Whatever follows the line containing "Summarize the content" in the listing below should be printed exactly, along with that line itself.

# # # # #

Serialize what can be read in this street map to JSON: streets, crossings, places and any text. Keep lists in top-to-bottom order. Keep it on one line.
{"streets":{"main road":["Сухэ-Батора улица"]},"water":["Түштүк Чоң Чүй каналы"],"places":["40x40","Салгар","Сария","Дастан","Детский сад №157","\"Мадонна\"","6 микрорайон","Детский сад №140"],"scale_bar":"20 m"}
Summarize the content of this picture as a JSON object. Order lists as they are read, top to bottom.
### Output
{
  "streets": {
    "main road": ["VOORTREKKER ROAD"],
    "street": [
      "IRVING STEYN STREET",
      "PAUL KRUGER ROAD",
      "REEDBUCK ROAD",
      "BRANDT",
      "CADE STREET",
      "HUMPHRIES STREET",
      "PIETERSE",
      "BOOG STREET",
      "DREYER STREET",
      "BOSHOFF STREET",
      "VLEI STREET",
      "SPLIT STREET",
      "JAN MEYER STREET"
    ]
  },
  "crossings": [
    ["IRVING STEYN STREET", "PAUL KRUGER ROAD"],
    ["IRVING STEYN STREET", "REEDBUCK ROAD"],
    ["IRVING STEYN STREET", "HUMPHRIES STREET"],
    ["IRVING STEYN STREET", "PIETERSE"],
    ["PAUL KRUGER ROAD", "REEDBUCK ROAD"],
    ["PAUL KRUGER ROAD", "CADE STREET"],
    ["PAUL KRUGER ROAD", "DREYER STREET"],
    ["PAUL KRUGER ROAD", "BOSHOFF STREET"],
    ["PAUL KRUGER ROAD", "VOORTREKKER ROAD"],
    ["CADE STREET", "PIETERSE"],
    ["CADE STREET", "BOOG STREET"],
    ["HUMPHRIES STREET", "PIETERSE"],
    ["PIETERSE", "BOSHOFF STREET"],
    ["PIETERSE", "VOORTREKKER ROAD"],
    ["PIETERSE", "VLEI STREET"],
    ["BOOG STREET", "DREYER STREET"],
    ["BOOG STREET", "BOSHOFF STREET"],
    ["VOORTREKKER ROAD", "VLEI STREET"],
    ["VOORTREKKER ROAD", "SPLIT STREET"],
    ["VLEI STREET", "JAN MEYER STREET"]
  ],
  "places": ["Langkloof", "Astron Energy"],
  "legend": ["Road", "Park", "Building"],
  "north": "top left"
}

# # # # #

TASK RESPONSE
Summarize the content of this picture as a JSON object. Order lists as they are read, top to bottom.
### Output
{
  "streets": {
    "main road": ["VOORTREKKER ROAD"],
    "street": [
      "IRVING STEYN STREET",
      "PAUL KRUGER ROAD",
      "REEDBUCK ROAD",
      "BRANDT",
      "CADE STREET",
      "HUMPHRIES STREET",
      "PIETERSE",
      "BOOG STREET",
      "DREYER STREET",
      "BOSHOFF STREET",
      "VLEI STREET",
      "SPLIT STREET",
      "JAN MEYER STREET"
    ]
  },
  "crossings": [
    ["IRVING STEYN STREET", "PAUL KRUGER ROAD"],
    ["IRVING STEYN STREET", "REEDBUCK ROAD"],
    ["IRVING STEYN STREET", "HUMPHRIES STREET"],
    ["IRVING STEYN STREET", "PIETERSE"],
    ["PAUL KRUGER ROAD", "REEDBUCK ROAD"],
    ["PAUL KRUGER ROAD", "CADE STREET"],
    ["PAUL KRUGER ROAD", "DREYER STREET"],
    ["PAUL KRUGER ROAD", "BOSHOFF STREET"],
    ["PAUL KRUGER ROAD", "VOORTREKKER ROAD"],
    ["CADE STREET", "PIETERSE"],
    ["CADE STREET", "BOOG STREET"],
    ["HUMPHRIES STREET", "PIETERSE"],
    ["PIETERSE", "BOSHOFF STREET"],
    ["PIETERSE", "VOORTREKKER ROAD"],
    ["PIETERSE", "VLEI STREET"],
    ["BOOG STREET", "DREYER STREET"],
    ["BOOG STREET", "BOSHOFF STREET"],
    ["VOORTREKKER ROAD", "VLEI STREET"],
    ["VOORTREKKER ROAD", "SPLIT STREET"],
    ["VLEI STREET", "JAN MEYER STREET"]
  ],
  "places": ["Langkloof", "Astron Energy"],
  "legend": ["Road", "Park", "Building"],
  "north": "top left"
}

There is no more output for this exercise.